Selective memory is when we choose to remember what we choose to remember and forget what we choose to forget. My mother-in-law’s selective memory is fascinating. She has been married twice and buried both spouses. To be honest, neither was a marriage made in heaven. At times it seemed like a marriage, well, let’s not go there. On second thought, let’s, because it makes my point.

Both husbands were WWII sailors in the South Pacific and both came home, although she did not know it at the time, with what we now know as PTSD: Post Traumatic Stress Disorder. Both were shell-shocked by what they experienced and that shock stayed with them the rest of their lives and, in the process, made my mother-in-law’s life at times a pure hell. The fact that it was only in their deaths and her reflection back on their lives together does she now understand what was going on all those years.

Nevertheless, today, when she reflects back on those years, and talks about both spouses with Arlena and me, all we hear are the good times. The pain, the suffering, the hurt that was so much a part of the after effects of the War seem to have faded from her memory and, I believe, selectively so. But that is not easy to do so because it must be a choice. She has made that choice. For her and for us, that is a blessing.

One of the perverse joys Arlena and I have is when we talk with our daughters who are now raising their own children. Our grandchildren are now doing to our daughters what they did to us. The very same actions that drove us up the wall are now driving them crazy. They don’t remember their misdeeds, of course. Selective memory. But then we selectively choose to remember our daughters’ misdeeds and misadventures only when history is repeating itself in and through our grandchildren. That is also called “Parents’ revenge” and it is, again, perversely pleasurable.

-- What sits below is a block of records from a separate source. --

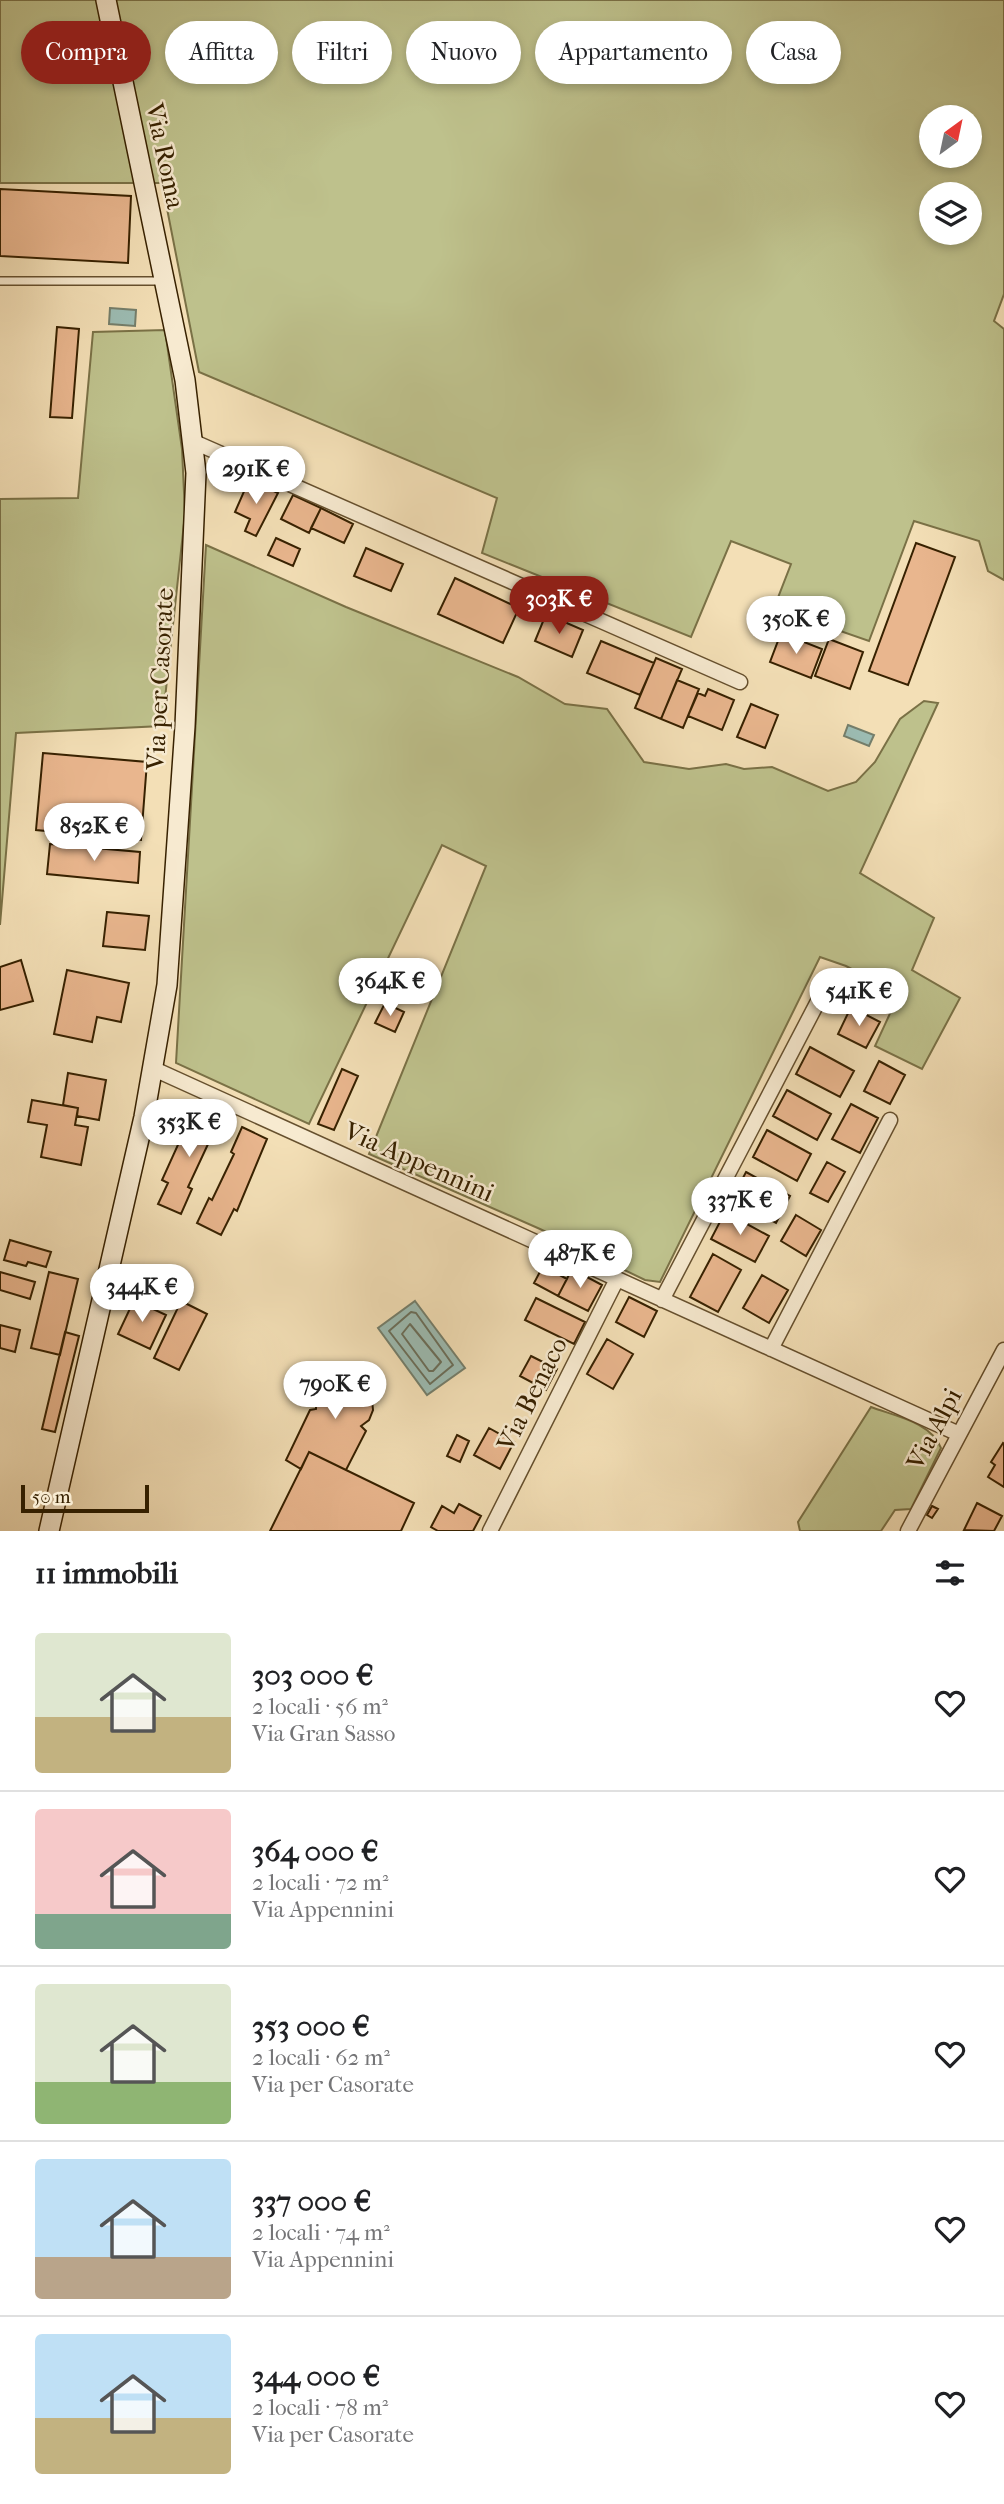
<!DOCTYPE html>
<html lang="it">
<head>
<meta charset="utf-8">
<style>
  :root { --surface:#fff; --page:#f2f2f2; --text:#202124; --muted:#757577; --line:#e0e0e0; --accent:#8f2418 }
  body { margin:0; font-family:"IM FELL French Canon",serif; background:var(--page); color:var(--text); height:100vh; display:flex; flex-direction:column; font-size:26px; white-space:nowrap }
  * { box-sizing:border-box; margin:0 }
  p { font-size:23px; color:var(--muted) }
  .icon { flex:none; width:38px; height:38px; fill:none; stroke:currentColor; stroke-width:2; stroke-linecap:round; stroke-linejoin:round }
  .map { position:relative; height:1531px; overflow:hidden }
  .drawer { display:flex; flex-direction:column; background:var(--surface); flex:1 }
  .drawer>* { flex:none }
  .guide { position:absolute; left:21px; top:21px; width:962px; height:63px; display:flex; gap:14px }
  .needle { width:46px; rotate:33deg }
  .tools { position:absolute; left:919px; top:105px; display:grid; gap:14px }
  .tools a { display:grid; place-items:center; width:63px; height:63px; border-radius:50%; background:var(--surface); box-shadow:0 4px 10px #0003; font-size:35px }
  .scale { position:absolute; left:21px; bottom:18px; width:128px; box-sizing:border-box; padding-left:7px; border:4px solid #372100; border-top:0; font-size:19px; line-height:24px; white-space:nowrap; color:#372100; -webkit-text-stroke:5px #f7ead0; paint-order:stroke }
  .price { position:absolute; translate:-50% -60px; padding:0 16px; border-radius:24px; background:#fff; color:#222; font-size:23px; line-height:46px; filter:drop-shadow(0 2px 4px #0008) }
  .price::after { content:''; position:absolute; left:50%; top:42px; width:21px; height:16px; margin-left:-10px; background:inherit; clip-path:polygon(0 0,100% 0,50% 100%) }
  .price.current { background:var(--accent); color:#fff }
  ul { padding:0; list-style:none }
  li { display:flex; align-items:center; gap:21px; height:175px; padding:0 35px }
  li+li { border-top:2px solid var(--line) }
  li span { display:grid; place-items:center; flex:none; width:196px; height:140px; border-radius:7px; color:#555 }
  li>.icon { margin-inline-start:auto }
  span .icon { width:84px; height:84px; fill:#fffc; stroke-width:1 }
  li b { font-size:30px }
  h2 { display:flex; justify-content:space-between; align-items:center; height:84px; padding:0 35px; font-size:30px }
  .tag { padding:0 24px; border-radius:32px; background:var(--surface); box-shadow:0 4px 10px #0003; font-size:24px; line-height:63px }
  .tag.current { background:var(--accent); color:#fff }
  .map>svg:first-child { display:block }
  .green { fill:#bec18c; stroke:#7a7146; stroke-width:2; fill-rule:evenodd }
  .water { fill:#9cbcb3; stroke:#747e6b; stroke-width:2 }
  .lines { fill:none; stroke-linecap:round; stroke-linejoin:round }
  .shore { stroke:#6a6e5a; stroke-width:2 }
  .building { fill:#e9b68e; stroke:#372100; stroke-width:2 }
  .lane-casing { stroke:#66502e; stroke-width:10 }
  .street-casing { stroke:#66502e; stroke-width:17 }
  .secondary-casing { stroke:#372100; stroke-width:22 }
  .lane { stroke:#f7ead0; stroke-width:7 }
  .street { stroke:#f7ead0; stroke-width:14 }
  .secondary { stroke:#f7ead0; stroke-width:19 }
  .labels { text-anchor:middle; dominant-baseline:central; stroke-width:5; stroke-linejoin:round; paint-order:stroke }
  .street-label { font-size:26px; fill:#372100; stroke:#f7ead0 }
</style>
</head>
<body>
<div class="map">
<svg width="1004" height="1531" viewBox="0 0 1004 1531">
  <rect width="100%" height="100%" fill="#f3dfb6"/>
  <filter id="stains"><feTurbulence type="fractalNoise" baseFrequency=".00286" numOctaves="4"/><feColorMatrix values="0 0 0 0 .2 0 0 0 0 .09 0 0 0 0 .02 0 0 0 .5 -.17"/></filter>
  <radialGradient id="worn" r=".72"><stop offset=".6" stop-color="#630" stop-opacity="0"/><stop offset="1" stop-color="#630" stop-opacity=".3"/></radialGradient>
  <path class="green" d="M 0,0 L 1004,0 L 1004,294 L 994,321 L 1004,329 L 1004,580 L 988,571 L 979,541 L 914,521 L 869,641 L 774,608 L 791,564 L 731,541 L 691,637 L 482,553 L 497,498 L 199,372 L 162,183 L 0,183 ZM 931,117 L 970,117 L 970,156 L 931,156 ZM 931,194 L 970,194 L 970,233 L 931,233 Z
    M 165,330 L 182,449 L 185,514 L 162,726 L 16,733 L 0,925 L 0,499 L 78,498 L 93,332 Z
    M 206,545 L 346,607 L 518,677 L 565,704 L 607,709 L 644,762 L 689,769 L 726,764 L 744,769 L 772,767 L 828,791 L 856,782 L 875,762 L 900,719 L 924,701 L 938,703 L 860,873 L 934,918 L 912,970 L 960,998 L 922,1069 L 875,1046 L 899,994 L 846,966 L 820,957 L 660,1282 L 645,1280 L 540,1229 L 369,1154 L 486,866 L 442,845 L 309,1124 L 176,1063 Z
    M 871,1407 C 895,1416 931,1422 941,1448 L 911,1509 L 895,1510 L 881,1531 L 800,1531 L 798,1522 Z"/>
  <path class="water" d="M 110,308 L 136,310 L 135,326 L 109,324 Z
    M 848,725 L 874,735 L 869,746 L 844,736 Z
    M 415,1301 L 465,1368 L 427,1395 L 378,1328 Z"/>
  <g class="lines">
    <path class="shore" d="M 411,1312 L 416,1313 L 453,1365 L 430,1384 L 389,1331 Z
      M 410,1324 L 441,1362 L 433,1371 L 429,1371 L 402,1334 Z"/>
  </g>
  <path class="building" d="M 0,189 L 131,196 L 128,263 L 0,256 Z
    M 57,327 L 79,329 L 72,418 L 50,417 Z
    M 249,480 L 278,493 L 256,536 L 245,531 L 250,519 L 235,512 Z
    M 293,495 L 321,508 L 309,533 L 281,519 Z
    M 321,508 L 353,524 L 344,543 L 311,528 Z
    M 276,538 L 300,549 L 293,566 L 268,555 Z
    M 916,543 L 955,557 L 908,685 L 869,671 Z
    M 366,548 L 403,564 L 391,591 L 354,576 Z
    M 455,578 L 519,608 L 503,643 L 438,614 Z
    M 546,614 L 583,630 L 572,657 L 535,641 Z
    M 781,633 L 822,649 L 811,678 L 770,662 Z
    M 829,639 L 863,652 L 850,689 L 815,676 Z
    M 601,641 L 654,663 L 640,695 L 587,673 Z
    M 656,658 L 682,669 L 661,719 L 635,708 Z
    M 677,680 L 699,689 L 683,728 L 661,719 Z
    M 708,689 L 734,700 L 722,730 L 688,716 L 698,693 L 705,696 Z
    M 751,704 L 778,715 L 765,748 L 737,737 Z
    M 43,753 L 147,762 L 141,840 L 36,830 Z
    M 50,844 L 140,852 L 138,883 L 47,874 Z
    M 107,912 L 149,916 L 145,950 L 103,946 Z
    M 21,960 L 33,1001 L 0,1010 L 0,967 Z
    M 67,970 L 129,983 L 121,1022 L 97,1017 L 92,1042 L 54,1034 Z
    M 385,1003 L 404,1012 L 395,1032 L 375,1023 Z
    M 851,1007 L 880,1022 L 866,1048 L 838,1034 Z
    M 810,1047 L 854,1071 L 840,1097 L 796,1074 Z
    M 879,1061 L 905,1075 L 890,1104 L 864,1091 Z
    M 342,1069 L 358,1076 L 334,1130 L 318,1124 Z
    M 68,1073 L 106,1080 L 99,1120 L 77,1116 L 78,1108 L 63,1105 Z
    M 787,1090 L 831,1114 L 817,1140 L 773,1116 Z
    M 32,1100 L 78,1108 L 75,1125 L 88,1127 L 81,1165 L 41,1157 L 47,1125 L 28,1122 Z
    M 851,1104 L 878,1118 L 860,1153 L 832,1139 Z
    M 199,1107 L 225,1119 L 214,1143 L 209,1142 L 188,1187 L 192,1189 L 181,1214 L 158,1204 L 168,1183 L 162,1180 L 186,1127 L 190,1129 Z
    M 242,1127 L 267,1139 L 237,1211 L 234,1209 L 221,1235 L 197,1223 L 209,1198 L 212,1200 L 234,1154 L 231,1152 Z
    M 767,1130 L 811,1154 L 797,1181 L 753,1157 Z
    M 827,1162 L 845,1172 L 828,1202 L 810,1193 Z
    M 746,1172 L 790,1196 L 776,1223 L 732,1199 Z
    M 725,1212 L 769,1236 L 755,1262 L 711,1239 Z
    M 796,1215 L 821,1230 L 806,1256 L 781,1241 Z
    M 10,1240 L 51,1252 L 46,1267 L 28,1262 L 26,1266 L 4,1260 Z
    M 713,1254 L 741,1270 L 718,1312 L 690,1297 Z
    M 543,1266 L 567,1279 L 558,1296 L 534,1283 Z
    M 572,1269 L 602,1285 L 588,1311 L 558,1296 Z
    M 0,1272 L 35,1282 L 30,1299 L 0,1290 Z
    M 49,1272 L 78,1279 L 60,1355 L 31,1348 Z
    M 762,1275 L 788,1290 L 769,1323 L 743,1308 Z
    M 629,1297 L 657,1311 L 644,1337 L 616,1322 Z
    M 536,1298 L 585,1322 L 574,1344 L 525,1320 Z
    M 134,1300 L 166,1315 L 150,1349 L 118,1334 Z
    M 181,1301 L 207,1314 L 179,1370 L 154,1358 Z
    M 0,1325 L 20,1330 L 15,1352 L 0,1348 Z
    M 65,1332 L 79,1336 L 55,1432 L 42,1429 Z
    M 607,1339 L 633,1354 L 613,1389 L 587,1374 Z
    M 531,1356 L 557,1369 L 546,1390 L 520,1376 Z
    M 340,1372 L 355,1373 L 367,1381 L 371,1389 L 373,1410 L 369,1420 L 361,1426 L 366,1431 L 346,1470 L 309,1452 L 301,1469 L 286,1460 L 310,1410 L 316,1409 L 316,1391 L 329,1377 Z
    M 489,1428 L 514,1442 L 500,1469 L 474,1455 Z
    M 457,1435 L 469,1441 L 460,1462 L 447,1456 Z
    M 1003,1443 L 1004,1444 L 1004,1487 L 988,1477 L 995,1465 L 991,1462 Z
    M 309,1452 L 414,1503 L 401,1531 L 270,1531 Z
    M 977,1503 L 1002,1516 L 994,1531 L 964,1530 Z
    M 459,1504 L 481,1516 L 473,1531 L 438,1531 L 431,1527 L 442,1506 L 454,1513 Z
    M 932,1506 L 938,1509 L 932,1518 L 927,1515 Z"/>
  <g class="lines">
    <defs>
      <path id="lane" d="M 0,281 L 163,281"/>
      <path id="street" d="M 194,442 L 740,682
        M 154,1069 L 959,1434
        M 662,1300 L 825,988
        M 771,1349 L 890,1120
        M 490,1531 L 617,1279
        M 908,1531 L 1004,1350"/>
      <path id="secondary" d="M 49,1531 L 144,1117 L 167,985 L 185,726 L 196,473 L 185,380 L 106,0"/>
    </defs>
    <use href="#lane" class="lane-casing"/>
    <use href="#street" class="street-casing"/>
    <use href="#secondary" class="secondary-casing"/>
    <use href="#lane" class="lane"/>
    <use href="#street" class="street"/>
    <use href="#secondary" class="secondary"/>
  </g>
  <g class="labels">
    <g class="street-label">
      <text transform="translate(165 156) rotate(78)">Via Roma</text>
      <text transform="translate(160 679) rotate(-87)">Via per Casorate</text>
      <text transform="translate(419 1162) rotate(24)">Via Appennini</text>
      <text transform="translate(532 1394) rotate(-63)">Via Benaco</text>
      <text transform="translate(934 1429) rotate(-62)">Via Alpi</text>
    </g>
  </g>
  <rect width="100%" height="100%" filter="url(#stains)"/>
  <rect width="100%" height="100%" fill="url(#worn)"/>
</svg>
<div class="tools">
<a><svg class="needle" viewBox="-14 -14 28 28"><path d="M0-13l5 13h-10z" fill="#e53935"/><path d="M0 13l5-13h-10z" fill="#757577"/></svg></a>
<a><svg class="icon" aria-label="layers" viewBox="0 0 24 24"><path d="M12 4l9 5-9 5-9-5zM3 14l9 5 9-5"/></svg></a>
</div>
<div class="scale">50 m</div>
<b class="price" style="left:256px;top:506px">291K €</b>
<b class="price current" style="left:559px;top:636px">303K €</b>
<b class="price" style="left:796px;top:656px">350K €</b>
<b class="price" style="left:94px;top:863px">852K €</b>
<b class="price" style="left:390px;top:1018px">364K €</b>
<b class="price" style="left:859px;top:1028px">541K €</b>
<b class="price" style="left:189px;top:1159px">353K €</b>
<b class="price" style="left:740px;top:1237px">337K €</b>
<b class="price" style="left:580px;top:1290px">487K €</b>
<b class="price" style="left:142px;top:1324px">344K €</b>
<b class="price" style="left:335px;top:1421px">790K €</b>
<div class="guide">
<a class="tag current">Compra</a>
<a class="tag">Affitta</a>
<a class="tag">Filtri</a>
<a class="tag">Nuovo</a>
<a class="tag">Appartamento</a>
<a class="tag">Casa</a>
</div>
</div>
<section class="drawer">
<h2>11 immobili<svg class="icon" aria-label="filters" viewBox="0 0 24 24"><path d="M4 7h16M4 17h16"/><circle cx="9" cy="7" r="2"/><circle cx="15" cy="17" r="2"/></svg></h2>
<ul>
<li><span style="background:linear-gradient(#dfe7d0 60%,#c2b280 0)"><svg class="icon" aria-label="home" viewBox="0 0 24 24"><path d="M3 11l9-7 9 7M6 9v11h12V9"/></svg></span><div><b>303 000 €</b><p>2 locali · 56 m²</p><p>Via Gran Sasso</p></div><svg class="icon" aria-label="heart" viewBox="0 0 24 24"><path d="M12 20l-8-8c-3-5 5-10 8-4 3-6 11-1 8 4z"/></svg></li>
<li><span style="background:linear-gradient(#f6c9c9 75%,#7fa58c 0)"><svg class="icon" aria-label="home" viewBox="0 0 24 24"><path d="M3 11l9-7 9 7M6 9v11h12V9"/></svg></span><div><b>364 000 €</b><p>2 locali · 72 m²</p><p>Via Appennini</p></div><svg class="icon" aria-label="heart" viewBox="0 0 24 24"><path d="M12 20l-8-8c-3-5 5-10 8-4 3-6 11-1 8 4z"/></svg></li>
<li><span style="background:linear-gradient(#dfe7d0 70%,#8fb573 0)"><svg class="icon" aria-label="home" viewBox="0 0 24 24"><path d="M3 11l9-7 9 7M6 9v11h12V9"/></svg></span><div><b>353 000 €</b><p>2 locali · 62 m²</p><p>Via per Casorate</p></div><svg class="icon" aria-label="heart" viewBox="0 0 24 24"><path d="M12 20l-8-8c-3-5 5-10 8-4 3-6 11-1 8 4z"/></svg></li>
<li><span style="background:linear-gradient(#bfe0f5 70%,#b9a48a 0)"><svg class="icon" aria-label="home" viewBox="0 0 24 24"><path d="M3 11l9-7 9 7M6 9v11h12V9"/></svg></span><div><b>337 000 €</b><p>2 locali · 74 m²</p><p>Via Appennini</p></div><svg class="icon" aria-label="heart" viewBox="0 0 24 24"><path d="M12 20l-8-8c-3-5 5-10 8-4 3-6 11-1 8 4z"/></svg></li>
<li><span style="background:linear-gradient(#bfe0f5 60%,#c2b280 0)"><svg class="icon" aria-label="home" viewBox="0 0 24 24"><path d="M3 11l9-7 9 7M6 9v11h12V9"/></svg></span><div><b>344 000 €</b><p>2 locali · 78 m²</p><p>Via per Casorate</p></div><svg class="icon" aria-label="heart" viewBox="0 0 24 24"><path d="M12 20l-8-8c-3-5 5-10 8-4 3-6 11-1 8 4z"/></svg></li>
</ul>
</section>
</body>
</html>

We all have those painful memories stored somewhere in our brain. We can keep them up front and personal, allowing them to control our lives and our relationships or we can push them to the back and remember the good, as my mother-in-law has done with her husbands and as we are doing with our daughters. That is not to downplay the pain. It is simply to say that we have a choice with what we do with that remembered pain: we can continue to dwell on it and make the present even more painful or we can selectively remember the good so to enjoy life in the present. The choice is ours.